Please return the listing below word for word, minus its pictures.

━━━━━ Dataset excerpt

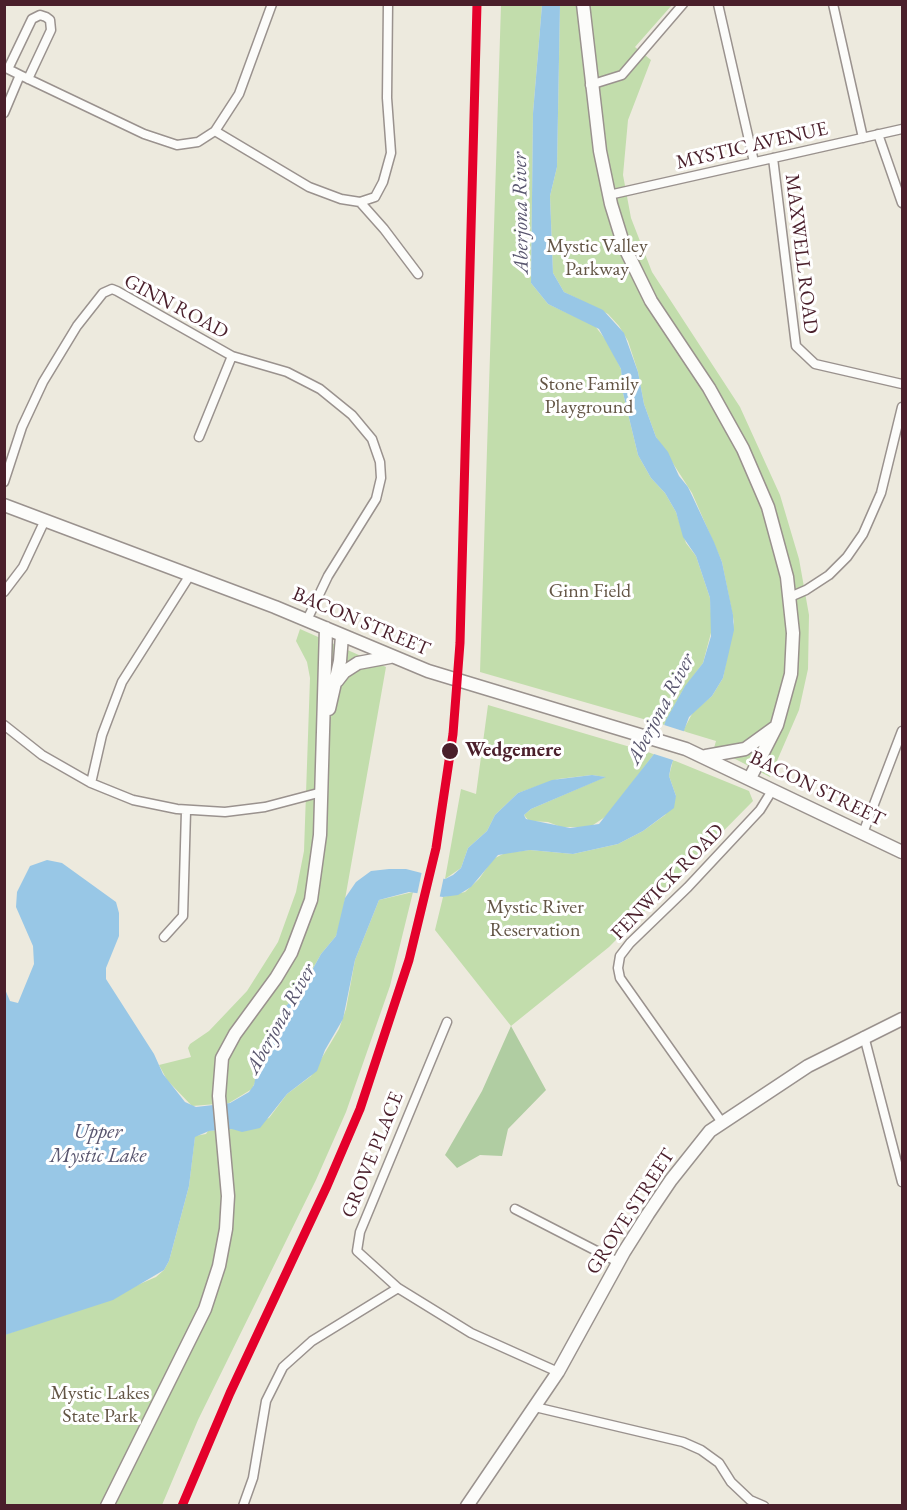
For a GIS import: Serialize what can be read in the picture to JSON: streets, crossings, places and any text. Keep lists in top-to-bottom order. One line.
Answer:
{"streets":{"main road":["BACON STREET","GROVE STREET"],"street":["MYSTIC AVENUE","MAXWELL ROAD","GINN ROAD","FENWICK ROAD","GROVE PLACE"]},"crossings":[["MYSTIC AVENUE","MAXWELL ROAD"],["GINN ROAD","BACON STREET"],["BACON STREET","FENWICK ROAD"],["FENWICK ROAD","GROVE STREET"],["GROVE PLACE","GROVE STREET"]],"water":["Aberjona River","Upper Mystic Lake"],"parks":["Mystic Valley Parkway","Stone Family Playground","Ginn Field","Mystic River Reservation","Mystic Lakes State Park"],"places":["Wedgemere"]}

━━━━━━━━━━

Answer box ->
For a GIS import: Serialize what can be read in the picture to JSON: streets, crossings, places and any text. Keep lists in top-to-bottom order. One line.
Answer:
{"streets":{"main road":["BACON STREET","GROVE STREET"],"street":["MYSTIC AVENUE","MAXWELL ROAD","GINN ROAD","FENWICK ROAD","GROVE PLACE"]},"crossings":[["MYSTIC AVENUE","MAXWELL ROAD"],["GINN ROAD","BACON STREET"],["BACON STREET","FENWICK ROAD"],["FENWICK ROAD","GROVE STREET"],["GROVE PLACE","GROVE STREET"]],"water":["Aberjona River","Upper Mystic Lake"],"parks":["Mystic Valley Parkway","Stone Family Playground","Ginn Field","Mystic River Reservation","Mystic Lakes State Park"],"places":["Wedgemere"]}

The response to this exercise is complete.